After the countless losses experienced by the Colonial fleet and rebel Cylon alliance — including the loss of their dreams of joining the 13th tribe on Earth — the allies struggle to find meaning in a world where despair is like water. When Adama asks for volunteers to help recover Hera from the Colony, more than enough soldiers and civilians heed the call. They're even joined by a fair number of rebel Centurions, who mark themselves so that they're distinguishable from Cavil's Centurions.

After a brutal battle and a short-lived truce, the Galactica is irreparably broken and barely hanging on when the recently deceased Racetrack posthumously launches her nukes, sending the Colony and the Galactica toward imminent doom via a naked singularity.

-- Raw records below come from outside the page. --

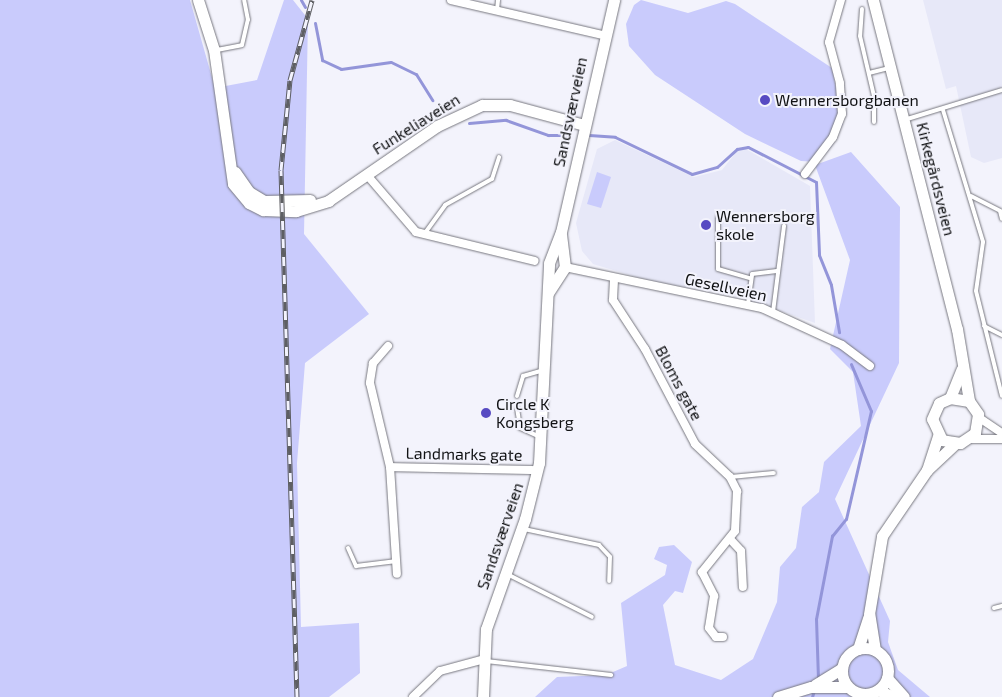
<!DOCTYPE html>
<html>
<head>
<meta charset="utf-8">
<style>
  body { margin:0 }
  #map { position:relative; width:1002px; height:697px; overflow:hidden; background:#f3f3fc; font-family:"Exo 2",sans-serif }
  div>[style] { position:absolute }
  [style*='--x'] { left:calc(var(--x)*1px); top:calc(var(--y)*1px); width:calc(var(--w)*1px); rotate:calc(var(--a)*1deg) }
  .built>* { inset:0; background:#e7e8f8 }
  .green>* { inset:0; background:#c9cbfc }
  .stream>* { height:3px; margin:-1.5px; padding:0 1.5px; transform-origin:1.5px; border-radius:1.5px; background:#9395d9 }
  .roads { filter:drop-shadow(0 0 1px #77777f) drop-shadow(0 0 1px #77777f) }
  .lane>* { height:4px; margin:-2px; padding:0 2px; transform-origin:2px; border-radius:2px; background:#fff }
  .street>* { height:8px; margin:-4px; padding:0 4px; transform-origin:4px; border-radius:4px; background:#fff }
  .secondary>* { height:11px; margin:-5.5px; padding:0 5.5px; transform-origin:5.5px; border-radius:5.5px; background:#fff }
  .secondary>.ring { margin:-5.5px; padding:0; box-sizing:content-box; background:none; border:11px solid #fff; border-radius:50% }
  .rail>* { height:5px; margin-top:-2.5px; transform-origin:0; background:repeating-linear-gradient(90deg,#f3f3fc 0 9px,#5e5f63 0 18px); box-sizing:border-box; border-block:1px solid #5e5f63 }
  .dots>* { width:14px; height:14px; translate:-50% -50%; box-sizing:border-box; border:2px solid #f3f3fc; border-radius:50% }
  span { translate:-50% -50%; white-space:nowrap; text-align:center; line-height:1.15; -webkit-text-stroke:4px #f3f3fc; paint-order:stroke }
  .poi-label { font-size:16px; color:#111214 }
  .left { translate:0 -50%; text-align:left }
  .street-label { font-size:16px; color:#111214 }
</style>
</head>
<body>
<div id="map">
  <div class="built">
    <div style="clip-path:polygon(923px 0,1002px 0,1002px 158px,984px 163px,971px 157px,956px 86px,946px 89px)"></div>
    <div style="clip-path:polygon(615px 140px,694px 177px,722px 170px,737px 151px,746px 149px,810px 186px,815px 323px,735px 295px,653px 282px,593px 264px,582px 251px,576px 223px,597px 149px)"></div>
  </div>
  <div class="green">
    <div style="clip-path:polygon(0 0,190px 0,215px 88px,257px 80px,284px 0,293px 0,308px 19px,304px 234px,369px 314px,305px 363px,297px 463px,301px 627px,359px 623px,360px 673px,329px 697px,0 697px)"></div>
    <div style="clip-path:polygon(641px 0,688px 13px,726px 1px,735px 4px,832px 68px,843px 124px,832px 146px,818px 162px,801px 161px,745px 134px,655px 75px,629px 46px,626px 24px,634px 5px)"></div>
    <div style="clip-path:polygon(851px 152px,900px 207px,899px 363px,835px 499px,890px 621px,888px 642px,898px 670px,930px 697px,535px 697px,557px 677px,606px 675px,627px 666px,621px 603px,665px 575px,667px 565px,654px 559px,659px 547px,674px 545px,692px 562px,683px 593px,675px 591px,663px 605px,675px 665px,721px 680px,753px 659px,777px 602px,780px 567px,796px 548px,802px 507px,819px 492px,824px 462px,861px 426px,853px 372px,830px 349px,850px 260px,815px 165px)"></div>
    <div style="clip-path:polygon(597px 172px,611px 177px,601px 208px,587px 204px)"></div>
  </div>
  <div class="stream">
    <div style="--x:301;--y:0;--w:8;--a:60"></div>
    <div style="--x:315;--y:23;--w:38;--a:79"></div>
    <div style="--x:322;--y:60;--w:21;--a:25"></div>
    <div style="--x:341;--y:69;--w:50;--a:-8"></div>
    <div style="--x:391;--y:62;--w:28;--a:26"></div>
    <div style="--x:416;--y:74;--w:31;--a:58"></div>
    <div style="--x:469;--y:123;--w:37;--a:-5"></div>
    <div style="--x:506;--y:120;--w:45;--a:19.7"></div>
    <div style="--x:548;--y:135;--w:18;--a:0"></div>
    <div style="--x:589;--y:135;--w:26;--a:4"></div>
    <div style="--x:615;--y:137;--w:85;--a:25.7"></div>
    <div style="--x:692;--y:174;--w:26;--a:-16"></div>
    <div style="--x:717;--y:167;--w:27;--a:-42"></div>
    <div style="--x:737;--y:149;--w:11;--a:-10"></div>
    <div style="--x:748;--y:147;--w:76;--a:27.2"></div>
    <div style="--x:816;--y:182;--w:73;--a:87.6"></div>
    <div style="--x:819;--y:255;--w:32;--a:68"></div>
    <div style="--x:831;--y:285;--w:48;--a:80.3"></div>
    <div style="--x:818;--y:679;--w:60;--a:-91.9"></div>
    <div style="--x:816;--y:619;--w:85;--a:-79.1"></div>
    <div style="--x:832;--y:536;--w:22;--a:-51"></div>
    <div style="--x:846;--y:519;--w:111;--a:-77"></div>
    <div style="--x:871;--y:411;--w:51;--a:-113.1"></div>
    <div style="--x:812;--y:697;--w:7;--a:-74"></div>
  </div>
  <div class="roads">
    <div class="lane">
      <div style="--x:862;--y:9;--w:27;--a:94"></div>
      <div style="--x:860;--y:36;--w:62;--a:76.9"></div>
      <div style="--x:874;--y:96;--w:26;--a:90"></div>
      <div style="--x:497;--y:10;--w:10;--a:-84"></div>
      <div style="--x:217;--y:50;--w:25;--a:-11"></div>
      <div style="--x:242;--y:45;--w:26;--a:-77"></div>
      <div style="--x:248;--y:20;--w:20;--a:-101"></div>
      <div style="--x:869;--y:73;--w:21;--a:-14"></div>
      <div style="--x:943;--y:110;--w:138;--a:73.1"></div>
      <div style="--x:983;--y:242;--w:49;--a:98.1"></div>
      <div style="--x:976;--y:291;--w:108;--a:76.1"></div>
      <div style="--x:904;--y:120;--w:102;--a:-17"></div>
      <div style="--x:971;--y:196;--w:33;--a:27"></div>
      <div style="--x:1000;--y:211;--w:8;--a:76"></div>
      <div style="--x:718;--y:217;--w:52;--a:90"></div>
      <div style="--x:718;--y:269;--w:33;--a:16"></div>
      <div style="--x:425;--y:233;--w:34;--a:-54"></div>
      <div style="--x:445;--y:205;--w:54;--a:-29"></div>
      <div style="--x:492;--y:179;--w:23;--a:-72"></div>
      <div style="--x:748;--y:304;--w:30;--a:-82"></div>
      <div style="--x:752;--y:274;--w:25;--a:-7"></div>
      <div style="--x:773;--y:312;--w:87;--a:-82.7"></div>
      <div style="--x:984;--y:326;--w:20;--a:27"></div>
      <div style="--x:517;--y:396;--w:21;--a:-73"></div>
      <div style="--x:523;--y:376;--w:19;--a:-16"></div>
      <div style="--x:517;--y:408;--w:20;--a:81"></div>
      <div style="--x:520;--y:428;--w:20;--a:24"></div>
      <div style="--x:730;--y:477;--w:44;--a:-5.2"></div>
      <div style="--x:524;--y:529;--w:77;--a:12"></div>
      <div style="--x:599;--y:545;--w:16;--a:47"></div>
      <div style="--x:610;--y:557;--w:24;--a:92"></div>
      <div style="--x:348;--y:548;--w:20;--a:66"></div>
      <div style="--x:356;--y:566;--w:41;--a:-7"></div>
      <div style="--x:507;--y:574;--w:95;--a:26.8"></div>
      <div style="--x:994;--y:608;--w:8;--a:-14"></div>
      <div style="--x:486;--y:661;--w:126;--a:6.4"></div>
    </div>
    <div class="street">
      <div style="--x:451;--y:0;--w:156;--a:13"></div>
      <div style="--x:805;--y:174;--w:46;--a:-52.9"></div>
      <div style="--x:833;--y:137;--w:25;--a:-69"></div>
      <div style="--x:842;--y:114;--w:31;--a:-94"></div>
      <div style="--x:840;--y:83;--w:42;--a:-105"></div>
      <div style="--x:829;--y:42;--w:44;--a:-74.1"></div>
      <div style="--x:367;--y:175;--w:75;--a:49.3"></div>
      <div style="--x:416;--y:232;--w:122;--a:13.7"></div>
      <div style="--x:565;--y:267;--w:201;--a:11.8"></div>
      <div style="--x:762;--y:308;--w:88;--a:24.8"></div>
      <div style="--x:842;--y:345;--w:35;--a:37"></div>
      <div style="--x:614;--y:280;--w:20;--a:93"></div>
      <div style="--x:613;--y:300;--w:59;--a:56.9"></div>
      <div style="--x:645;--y:349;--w:107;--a:62.2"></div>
      <div style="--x:695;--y:444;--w:48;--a:43.3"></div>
      <div style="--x:730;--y:477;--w:16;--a:63"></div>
      <div style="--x:737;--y:491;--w:40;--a:92.9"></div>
      <div style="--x:735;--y:531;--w:53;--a:128.8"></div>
      <div style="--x:702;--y:572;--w:27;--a:63"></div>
      <div style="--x:714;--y:596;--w:32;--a:99"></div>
      <div style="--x:709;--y:628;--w:11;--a:52"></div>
      <div style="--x:716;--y:637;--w:7;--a:0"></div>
      <div style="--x:388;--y:346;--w:23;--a:131"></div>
      <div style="--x:373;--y:363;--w:20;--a:99"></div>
      <div style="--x:370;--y:383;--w:86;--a:76.6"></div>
      <div style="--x:390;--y:467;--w:107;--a:86.3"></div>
      <div style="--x:978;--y:417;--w:29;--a:34"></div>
      <div style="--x:970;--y:439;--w:32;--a:0"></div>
      <div style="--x:390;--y:467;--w:148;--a:1.2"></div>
      <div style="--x:730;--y:539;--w:16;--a:47"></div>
      <div style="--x:741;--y:551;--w:36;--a:87"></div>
      <div style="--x:413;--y:697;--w:37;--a:-44"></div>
      <div style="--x:440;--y:671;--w:42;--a:-15"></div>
    </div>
    <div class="secondary">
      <div style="--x:198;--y:0;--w:52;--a:72.3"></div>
      <div style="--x:214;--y:50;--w:135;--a:81.9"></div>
      <div style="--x:233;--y:184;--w:25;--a:50"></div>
      <div style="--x:249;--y:203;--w:16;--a:27"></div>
      <div style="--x:263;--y:210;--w:33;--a:2"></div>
      <div style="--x:296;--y:211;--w:34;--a:-17"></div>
      <div style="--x:328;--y:201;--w:132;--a:-34.5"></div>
      <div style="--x:437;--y:126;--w:50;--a:-25"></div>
      <div style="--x:482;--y:105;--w:28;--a:0"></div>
      <div style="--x:510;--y:105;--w:77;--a:15.1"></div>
      <div style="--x:873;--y:0;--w:340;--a:75.7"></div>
      <div style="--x:957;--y:329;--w:73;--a:80.5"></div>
      <div style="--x:235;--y:172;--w:24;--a:55"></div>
      <div style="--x:249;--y:192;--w:17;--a:31"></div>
      <div style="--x:264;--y:201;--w:46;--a:-1.2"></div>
      <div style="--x:548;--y:293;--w:31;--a:-57"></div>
      <div style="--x:565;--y:267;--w:32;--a:-97"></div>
      <div style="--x:950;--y:398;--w:19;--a:9"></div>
      <div style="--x:969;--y:401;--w:16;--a:55"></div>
      <div style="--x:978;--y:414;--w:19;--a:99"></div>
      <div style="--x:975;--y:433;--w:18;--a:146"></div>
      <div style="--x:960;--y:443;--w:18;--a:-171"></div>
      <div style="--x:942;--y:440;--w:23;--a:-115"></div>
      <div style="--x:932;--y:419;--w:17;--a:-66"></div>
      <div style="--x:939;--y:403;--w:12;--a:-24"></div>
      <div style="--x:950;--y:398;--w:31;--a:-68"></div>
      <div style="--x:927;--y:470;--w:36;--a:-72"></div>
      <div class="ring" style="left:842px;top:648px;width:35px;height:35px"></div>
      <div style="--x:858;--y:649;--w:33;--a:-72"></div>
      <div style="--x:875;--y:650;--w:36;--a:-99"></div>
      <div style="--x:869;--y:614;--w:79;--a:-80.5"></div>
      <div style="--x:882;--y:536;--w:80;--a:-55.7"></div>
      <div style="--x:927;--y:470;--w:38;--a:-43"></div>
      <div style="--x:887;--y:678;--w:25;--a:48"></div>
      <div style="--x:815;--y:685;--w:32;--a:-32"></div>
      <div style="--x:878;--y:690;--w:17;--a:24"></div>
      <div style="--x:483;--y:697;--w:68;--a:-87.5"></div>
      <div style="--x:486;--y:629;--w:117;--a:-70.5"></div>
      <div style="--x:525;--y:519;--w:58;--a:-76"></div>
      <div style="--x:539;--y:463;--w:200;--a:-87.1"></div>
      <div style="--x:549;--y:263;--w:33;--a:-69"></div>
      <div style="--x:561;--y:232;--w:238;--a:-77.1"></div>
      <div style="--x:778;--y:697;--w:34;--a:-17"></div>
      <div style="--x:811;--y:687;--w:36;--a:0"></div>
    </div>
  </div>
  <div class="rail">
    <div style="--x:297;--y:697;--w:527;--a:-91.74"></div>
    <div style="--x:281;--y:170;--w:90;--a:-84.3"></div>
    <div style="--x:290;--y:80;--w:83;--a:-74.6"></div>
  </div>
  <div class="dots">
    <div style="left:765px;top:100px;background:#574ac2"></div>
    <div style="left:706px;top:225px;background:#574ac2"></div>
    <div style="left:486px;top:413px;background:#574ac2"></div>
  </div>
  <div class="poi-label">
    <span class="left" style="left:775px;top:100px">Wennersborgbanen</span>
    <span class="left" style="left:716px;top:225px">Wennersborg<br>skole</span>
    <span class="left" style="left:496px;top:413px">Circle K<br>Kongsberg</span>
  </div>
  <div class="street-label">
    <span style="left:570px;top:112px;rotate:-78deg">Sandsværveien</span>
    <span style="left:416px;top:124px;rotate:-32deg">Funkeliaveien</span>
    <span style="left:936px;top:179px;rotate:76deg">Kirkegårdsveien</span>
    <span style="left:726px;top:287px;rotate:12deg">Gesellveien</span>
    <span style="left:679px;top:383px;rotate:62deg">Bloms gate</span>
    <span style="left:464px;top:454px;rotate:1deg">Landmarks gate</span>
    <span style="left:500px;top:536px;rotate:-71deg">Sandsværveien</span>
  </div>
</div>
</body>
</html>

On Adama's orders, Starbuck executes a blind jump using numbers derived from the music, ultimately leading the fleet to a familiar blue marble in the Sol system. On his blog, composer Bear McCreary shared the story of how he composed Kara's coordinates using the diatonic scale after consulting physicist Kevin Grazier. Fans and music geeks who want to take a closer look at the numbers can pause the episode just before Starbuck jumps the Battlestar.